Going through the material underneath, give only the number of lines that contain "image".

++++++

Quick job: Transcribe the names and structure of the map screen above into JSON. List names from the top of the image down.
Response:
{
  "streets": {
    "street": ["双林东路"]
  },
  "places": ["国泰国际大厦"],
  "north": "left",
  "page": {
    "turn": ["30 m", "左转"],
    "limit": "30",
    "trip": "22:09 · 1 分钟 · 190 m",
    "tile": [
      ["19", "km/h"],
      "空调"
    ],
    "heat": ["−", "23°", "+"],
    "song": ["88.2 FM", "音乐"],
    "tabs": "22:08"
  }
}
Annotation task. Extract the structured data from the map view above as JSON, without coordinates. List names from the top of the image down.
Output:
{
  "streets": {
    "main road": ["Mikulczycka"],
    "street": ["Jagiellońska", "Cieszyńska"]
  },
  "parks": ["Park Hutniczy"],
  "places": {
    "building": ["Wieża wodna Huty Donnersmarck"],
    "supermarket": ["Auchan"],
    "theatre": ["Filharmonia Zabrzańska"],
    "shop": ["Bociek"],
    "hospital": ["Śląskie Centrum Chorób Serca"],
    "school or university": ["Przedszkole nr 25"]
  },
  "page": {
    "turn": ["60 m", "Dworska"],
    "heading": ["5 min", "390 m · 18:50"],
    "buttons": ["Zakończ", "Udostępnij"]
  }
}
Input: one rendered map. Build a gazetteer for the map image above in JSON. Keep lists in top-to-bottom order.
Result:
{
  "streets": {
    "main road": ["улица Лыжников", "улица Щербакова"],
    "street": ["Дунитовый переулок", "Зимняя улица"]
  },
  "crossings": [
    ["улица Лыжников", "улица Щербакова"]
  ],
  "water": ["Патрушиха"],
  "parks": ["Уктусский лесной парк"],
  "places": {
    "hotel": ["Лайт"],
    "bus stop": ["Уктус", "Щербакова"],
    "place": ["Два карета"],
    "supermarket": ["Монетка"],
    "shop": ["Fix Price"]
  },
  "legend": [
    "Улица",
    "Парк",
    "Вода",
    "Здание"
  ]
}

++++++

• _Solution for this task_: 3